> **EXERCISE MATERIALS**
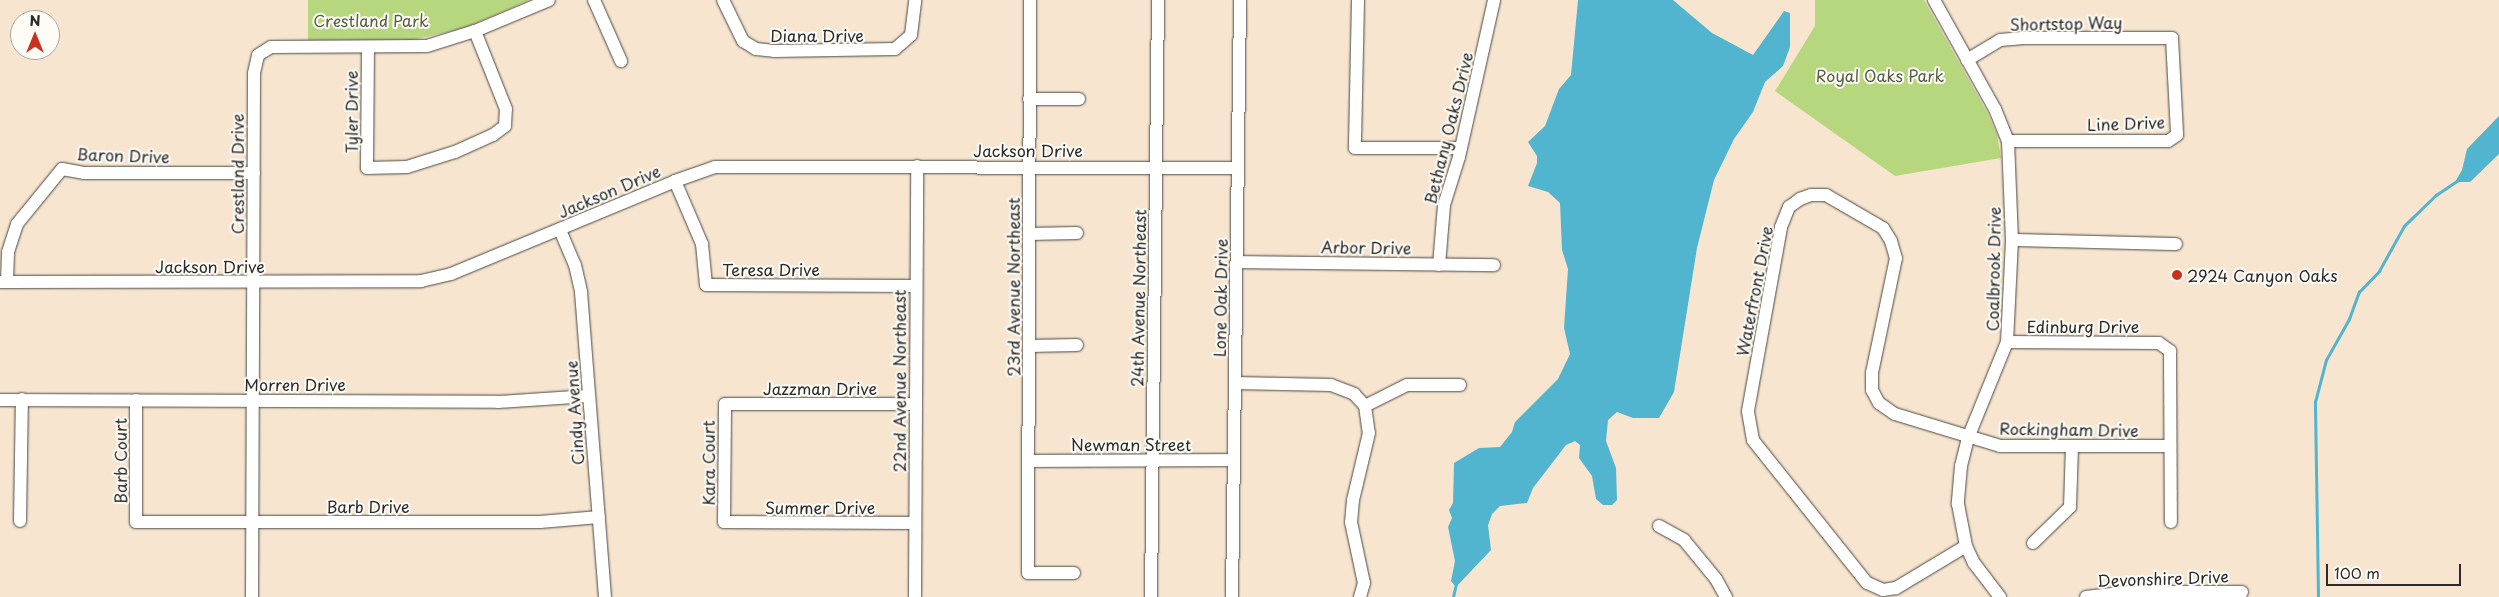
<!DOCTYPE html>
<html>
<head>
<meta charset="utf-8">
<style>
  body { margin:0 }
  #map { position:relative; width:2499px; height:597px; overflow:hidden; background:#f7e5cf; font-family:"Playpen Sans",sans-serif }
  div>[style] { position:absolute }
  .green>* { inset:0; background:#b7d77f }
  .water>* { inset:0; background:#51b5d0 }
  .stream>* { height:2.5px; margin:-1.25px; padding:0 1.25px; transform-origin:1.25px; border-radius:1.25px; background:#51b5d0 }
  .roads { filter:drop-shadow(0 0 1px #4a4744) drop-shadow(0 0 1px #4a4744) }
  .minor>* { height:12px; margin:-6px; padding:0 6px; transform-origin:6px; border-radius:6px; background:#fff }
  .dots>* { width:14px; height:14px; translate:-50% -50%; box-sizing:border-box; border:2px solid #fdfcf7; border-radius:50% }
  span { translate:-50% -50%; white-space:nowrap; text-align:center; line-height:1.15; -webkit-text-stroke:4px #fdfcf7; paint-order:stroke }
  .park-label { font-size:16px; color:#555f44 }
  .street-label { font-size:16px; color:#2b2b2b }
  .poi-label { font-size:16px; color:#2b2b2b }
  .left { translate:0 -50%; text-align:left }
  .north { position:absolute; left:10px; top:10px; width:50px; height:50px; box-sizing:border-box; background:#fdfcf7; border:1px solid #a9a8a5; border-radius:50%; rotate:0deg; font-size:14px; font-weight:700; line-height:20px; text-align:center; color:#2b2b2b }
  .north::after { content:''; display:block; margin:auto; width:18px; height:22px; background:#c8321e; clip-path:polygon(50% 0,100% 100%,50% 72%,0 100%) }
  .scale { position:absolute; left:2326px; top:564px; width:135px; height:22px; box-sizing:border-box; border:2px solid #2b2b2b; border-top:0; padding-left:6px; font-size:15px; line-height:18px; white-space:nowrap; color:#2b2b2b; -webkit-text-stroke:4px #fdfcf7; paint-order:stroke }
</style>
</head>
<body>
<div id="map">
  <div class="green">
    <div style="clip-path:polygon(308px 0,529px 0,465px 28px,408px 41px,308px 40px)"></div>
    <div style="clip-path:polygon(1815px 0,1924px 0,1987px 112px,1997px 135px,2001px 158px,1895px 176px,1775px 91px,1815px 26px)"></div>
  </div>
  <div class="water">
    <div style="clip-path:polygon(1578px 0,1673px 0,1712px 33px,1753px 55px,1784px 11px,1790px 13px,1790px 47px,1783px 66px,1765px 82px,1753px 112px,1734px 139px,1714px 180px,1697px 248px,1674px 392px,1659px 418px,1633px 418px,1617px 412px,1608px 420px,1606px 441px,1616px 468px,1617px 500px,1612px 505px,1603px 505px,1596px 499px,1592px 476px,1579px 458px,1580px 445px,1575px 441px,1566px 445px,1533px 488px,1527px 503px,1500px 506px,1492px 514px,1488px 525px,1491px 550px,1456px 587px,1451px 581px,1455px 561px,1448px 527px,1452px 518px,1449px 510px,1453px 503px,1454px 463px,1479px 448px,1500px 447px,1512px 432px,1515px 422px,1558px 379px,1570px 354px,1564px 328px,1568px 269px,1562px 250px,1560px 203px,1548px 192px,1528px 186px,1537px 163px,1537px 156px,1528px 142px,1545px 126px,1559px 89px,1571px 75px)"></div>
    <div style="clip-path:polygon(2499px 116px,2499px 154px,2470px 182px,2455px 182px,2462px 170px,2467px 149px)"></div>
  </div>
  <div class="stream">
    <div style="left:1453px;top:597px;width:13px;rotate:-77deg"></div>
    <div style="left:2318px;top:597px;width:195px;rotate:-90.9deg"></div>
    <div style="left:2315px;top:402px;width:43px;rotate:-75.3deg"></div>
    <div style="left:2326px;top:360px;width:47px;rotate:-60.7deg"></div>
    <div style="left:2349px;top:319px;width:29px;rotate:-70deg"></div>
    <div style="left:2359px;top:292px;width:29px;rotate:-46deg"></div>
    <div style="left:2379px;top:271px;width:51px;rotate:-60.9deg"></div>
    <div style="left:2404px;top:226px;width:45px;rotate:-44.1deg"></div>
    <div style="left:2436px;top:195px;width:25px;rotate:-34deg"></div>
  </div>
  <div class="roads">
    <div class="minor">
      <div style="left:594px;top:0;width:67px;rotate:66.1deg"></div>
      <div style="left:723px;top:0;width:46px;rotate:64deg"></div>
      <div style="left:743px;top:41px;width:15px;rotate:32deg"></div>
      <div style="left:756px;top:49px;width:18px;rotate:6deg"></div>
      <div style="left:774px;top:51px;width:121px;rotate:-0.9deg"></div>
      <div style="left:895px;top:49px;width:21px;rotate:-41deg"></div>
      <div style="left:911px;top:35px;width:35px;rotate:-83deg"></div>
      <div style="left:1030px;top:0;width:573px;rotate:90.2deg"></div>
      <div style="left:1028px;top:573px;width:46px"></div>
      <div style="left:1358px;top:0;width:148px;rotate:91.2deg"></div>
      <div style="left:1355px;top:148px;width:106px"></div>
      <div style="left:1934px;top:0;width:125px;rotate:60.8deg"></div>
      <div style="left:1995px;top:109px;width:35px;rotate:68deg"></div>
      <div style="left:2008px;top:141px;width:99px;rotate:87.7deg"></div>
      <div style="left:2012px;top:240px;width:102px;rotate:92.8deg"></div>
      <div style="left:2007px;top:342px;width:104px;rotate:112.1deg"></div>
      <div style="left:1968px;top:438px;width:29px;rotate:104deg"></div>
      <div style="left:1961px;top:466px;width:38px;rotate:95deg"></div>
      <div style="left:1958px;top:504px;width:43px;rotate:79.2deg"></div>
      <div style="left:1966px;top:546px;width:19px;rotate:65deg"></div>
      <div style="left:1974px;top:563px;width:43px;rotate:52.6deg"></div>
      <div style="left:368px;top:48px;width:120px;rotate:90.5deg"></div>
      <div style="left:367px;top:168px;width:40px;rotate:-1.4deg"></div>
      <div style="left:407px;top:167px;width:50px;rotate:-17.4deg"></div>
      <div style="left:455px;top:152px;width:42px;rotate:-24.1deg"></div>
      <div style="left:493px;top:135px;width:15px;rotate:-37deg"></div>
      <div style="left:505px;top:126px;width:17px;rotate:-87deg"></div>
      <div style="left:506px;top:109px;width:84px;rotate:-111.7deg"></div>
      <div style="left:1967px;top:60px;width:39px;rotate:-31deg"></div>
      <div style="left:2000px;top:40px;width:21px;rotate:-5deg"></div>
      <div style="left:2021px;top:38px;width:151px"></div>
      <div style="left:2172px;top:38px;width:97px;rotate:87deg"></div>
      <div style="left:2177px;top:135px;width:11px;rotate:146deg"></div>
      <div style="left:2168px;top:141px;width:160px;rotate:180deg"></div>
      <div style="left:1029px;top:99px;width:50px"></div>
      <div style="left:675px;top:181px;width:69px;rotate:66.8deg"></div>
      <div style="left:702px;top:244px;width:41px;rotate:84.4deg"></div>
      <div style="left:706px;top:285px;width:209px;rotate:0.3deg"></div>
      <div style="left:560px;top:230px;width:38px;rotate:67deg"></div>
      <div style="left:575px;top:265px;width:28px;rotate:77deg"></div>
      <div style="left:581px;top:292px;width:306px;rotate:85.5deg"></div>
      <div style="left:1029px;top:234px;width:48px;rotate:-1.2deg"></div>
      <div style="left:2012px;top:240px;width:164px;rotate:1.4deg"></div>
      <div style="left:1237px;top:262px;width:257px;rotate:0.7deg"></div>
      <div style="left:1439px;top:265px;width:60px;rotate:-85.2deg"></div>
      <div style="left:1444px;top:205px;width:50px;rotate:-72.6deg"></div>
      <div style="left:1459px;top:157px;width:161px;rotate:-77.4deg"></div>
      <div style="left:0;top:282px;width:421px;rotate:-0.1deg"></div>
      <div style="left:421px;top:281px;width:31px;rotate:-13deg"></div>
      <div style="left:451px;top:274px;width:243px;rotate:-22.5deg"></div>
      <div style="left:675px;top:181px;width:42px;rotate:-19.3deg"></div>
      <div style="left:715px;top:167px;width:523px;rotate:0.11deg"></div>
      <div style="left:7px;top:282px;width:30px;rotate:-88deg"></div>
      <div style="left:8px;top:252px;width:29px;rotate:-72deg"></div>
      <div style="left:17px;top:224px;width:71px;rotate:-50.7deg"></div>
      <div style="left:62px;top:169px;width:22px;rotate:10deg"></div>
      <div style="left:84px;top:173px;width:170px"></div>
      <div style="left:2007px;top:342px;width:152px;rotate:0.4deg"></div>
      <div style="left:2159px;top:343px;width:14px;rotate:36deg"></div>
      <div style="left:2170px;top:351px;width:171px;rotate:89.7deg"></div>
      <div style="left:1029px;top:346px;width:48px;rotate:-1.2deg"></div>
      <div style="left:1235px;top:383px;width:96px;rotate:1.2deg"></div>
      <div style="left:1331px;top:385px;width:25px;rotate:21deg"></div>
      <div style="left:1354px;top:394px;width:16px;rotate:47deg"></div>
      <div style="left:1365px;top:406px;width:27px;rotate:82deg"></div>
      <div style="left:1369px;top:433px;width:69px;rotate:103.4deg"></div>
      <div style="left:1353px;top:500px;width:22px;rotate:95deg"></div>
      <div style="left:1351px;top:522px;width:62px;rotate:78deg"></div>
      <div style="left:1364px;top:583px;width:15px;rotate:106deg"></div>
      <div style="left:0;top:400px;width:498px;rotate:0.2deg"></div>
      <div style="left:498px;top:402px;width:91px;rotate:-3.8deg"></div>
      <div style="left:136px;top:400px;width:122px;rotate:90deg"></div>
      <div style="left:136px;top:522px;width:404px"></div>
      <div style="left:540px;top:522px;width:59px;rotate:-4.8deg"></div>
      <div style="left:1365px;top:406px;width:47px;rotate:-26.6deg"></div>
      <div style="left:1407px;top:385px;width:53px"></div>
      <div style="left:1028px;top:461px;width:206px;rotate:-0.3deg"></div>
      <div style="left:20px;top:521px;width:122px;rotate:-89.1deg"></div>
      <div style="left:915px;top:523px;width:191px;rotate:-179.7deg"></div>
      <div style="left:724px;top:522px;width:118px;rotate:-89.5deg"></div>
      <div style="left:725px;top:404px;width:190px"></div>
      <div style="left:1659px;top:526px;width:29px;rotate:29deg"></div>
      <div style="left:1684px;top:540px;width:50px;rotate:50.6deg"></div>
      <div style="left:1716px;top:579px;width:21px;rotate:61deg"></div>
      <div style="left:2033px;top:543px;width:52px;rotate:-44.2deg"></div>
      <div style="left:2070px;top:507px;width:60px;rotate:-88.1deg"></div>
      <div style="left:1966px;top:546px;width:82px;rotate:149deg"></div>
      <div style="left:1896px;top:588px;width:13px;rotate:171deg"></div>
      <div style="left:1883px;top:590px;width:17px;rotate:-156deg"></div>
      <div style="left:1867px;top:583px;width:183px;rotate:-128.6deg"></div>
      <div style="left:1753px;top:440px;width:29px;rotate:-100deg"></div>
      <div style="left:1748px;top:411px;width:187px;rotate:-79.8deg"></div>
      <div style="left:1781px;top:227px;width:22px;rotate:-68deg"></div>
      <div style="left:1789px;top:207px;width:14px;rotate:-36deg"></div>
      <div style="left:1800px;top:199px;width:12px;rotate:-20deg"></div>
      <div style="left:1811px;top:195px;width:15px"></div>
      <div style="left:1826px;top:195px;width:66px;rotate:30.1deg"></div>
      <div style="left:1883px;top:228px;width:15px;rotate:58deg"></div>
      <div style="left:1891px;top:241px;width:18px;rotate:74deg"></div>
      <div style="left:1896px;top:258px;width:117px;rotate:101.8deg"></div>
      <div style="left:1872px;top:373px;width:17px;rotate:90deg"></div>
      <div style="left:1872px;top:390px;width:15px;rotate:62deg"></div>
      <div style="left:1879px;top:403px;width:19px;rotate:35deg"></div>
      <div style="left:1895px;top:414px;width:110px;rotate:16.9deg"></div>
      <div style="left:2000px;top:446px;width:170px"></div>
      <div style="left:252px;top:597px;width:524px;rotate:-89.78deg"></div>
      <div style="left:254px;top:73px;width:18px;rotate:-77deg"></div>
      <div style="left:258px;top:55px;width:15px;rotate:-32deg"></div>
      <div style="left:271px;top:47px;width:156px;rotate:-0.4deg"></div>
      <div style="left:427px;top:46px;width:50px;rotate:-17.4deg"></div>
      <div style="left:475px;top:31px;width:80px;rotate:-22.7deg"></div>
      <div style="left:915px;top:597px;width:431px;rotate:-89.7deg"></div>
      <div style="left:1151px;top:597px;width:597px;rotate:-89.33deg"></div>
      <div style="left:1232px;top:597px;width:597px;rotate:-89.23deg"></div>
      <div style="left:2086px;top:597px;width:43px;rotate:-6.6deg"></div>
      <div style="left:2129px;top:592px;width:113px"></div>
    </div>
  </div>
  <div class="dots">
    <div style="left:2177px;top:275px;background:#c8321e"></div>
  </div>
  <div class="park-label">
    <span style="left:371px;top:20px">Crestland Park</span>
    <span style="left:1880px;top:75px">Royal Oaks Park</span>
  </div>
  <div class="street-label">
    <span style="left:2066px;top:23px;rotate:-1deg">Shortstop Way</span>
    <span style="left:817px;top:35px">Diana Drive</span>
    <span style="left:351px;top:112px;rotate:-90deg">Tyler Drive</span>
    <span style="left:2126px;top:123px;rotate:-2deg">Line Drive</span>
    <span style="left:1448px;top:128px;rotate:-76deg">Bethany Oaks Drive</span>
    <span style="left:1028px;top:150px">Jackson Drive</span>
    <span style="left:123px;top:155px;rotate:2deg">Baron Drive</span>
    <span style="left:237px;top:174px;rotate:-90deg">Crestland Drive</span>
    <span style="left:609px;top:191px;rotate:-23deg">Jackson Drive</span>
    <span style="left:1366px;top:247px;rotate:1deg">Arbor Drive</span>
    <span style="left:210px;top:266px">Jackson Drive</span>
    <span style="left:771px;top:269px">Teresa Drive</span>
    <span style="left:1993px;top:269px;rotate:-89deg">Coalbrook Drive</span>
    <span style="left:1013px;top:287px;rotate:-90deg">23rd Avenue Northeast</span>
    <span style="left:1754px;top:291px;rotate:-79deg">Waterfront Drive</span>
    <span style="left:1138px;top:298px;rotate:-89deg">24th Avenue Northeast</span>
    <span style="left:1220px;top:298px;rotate:-89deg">Lone Oak Drive</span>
    <span style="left:2083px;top:326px">Edinburg Drive</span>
    <span style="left:899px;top:381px;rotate:-90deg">22nd Avenue Northeast</span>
    <span style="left:295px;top:384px">Morren Drive</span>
    <span style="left:820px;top:388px">Jazzman Drive</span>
    <span style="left:574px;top:413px;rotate:-94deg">Cindy Avenue</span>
    <span style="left:2069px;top:429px;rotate:1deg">Rockingham Drive</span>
    <span style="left:1131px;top:444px">Newman Street</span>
    <span style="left:120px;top:461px;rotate:-90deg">Barb Court</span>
    <span style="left:708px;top:463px;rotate:-90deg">Kara Court</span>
    <span style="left:368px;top:506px">Barb Drive</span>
    <span style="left:820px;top:507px">Summer Drive</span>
    <span style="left:2163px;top:578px;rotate:-2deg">Devonshire Drive</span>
  </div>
  <div class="poi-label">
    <span class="left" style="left:2187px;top:275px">2924 Canyon Oaks</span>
  </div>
  <div class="north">N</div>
  <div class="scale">100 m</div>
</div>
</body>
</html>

> **TASK GOAL**
Transcribe, from the records above, the first line and every line after it up to and including the line with "width:14px; height:14px; translate:-50%"; omit pictures.

> **ANSWER SPACE**
<!DOCTYPE html>
<html>
<head>
<meta charset="utf-8">
<style>
  body { margin:0 }
  #map { position:relative; width:2499px; height:597px; overflow:hidden; background:#f7e5cf; font-family:"Playpen Sans",sans-serif }
  div>[style] { position:absolute }
  .green>* { inset:0; background:#b7d77f }
  .water>* { inset:0; background:#51b5d0 }
  .stream>* { height:2.5px; margin:-1.25px; padding:0 1.25px; transform-origin:1.25px; border-radius:1.25px; background:#51b5d0 }
  .roads { filter:drop-shadow(0 0 1px #4a4744) drop-shadow(0 0 1px #4a4744) }
  .minor>* { height:12px; margin:-6px; padding:0 6px; transform-origin:6px; border-radius:6px; background:#fff }
  .dots>* { width:14px; height:14px; translate:-50% -50%; box-sizing:border-box; border:2px solid #fdfcf7; border-radius:50% }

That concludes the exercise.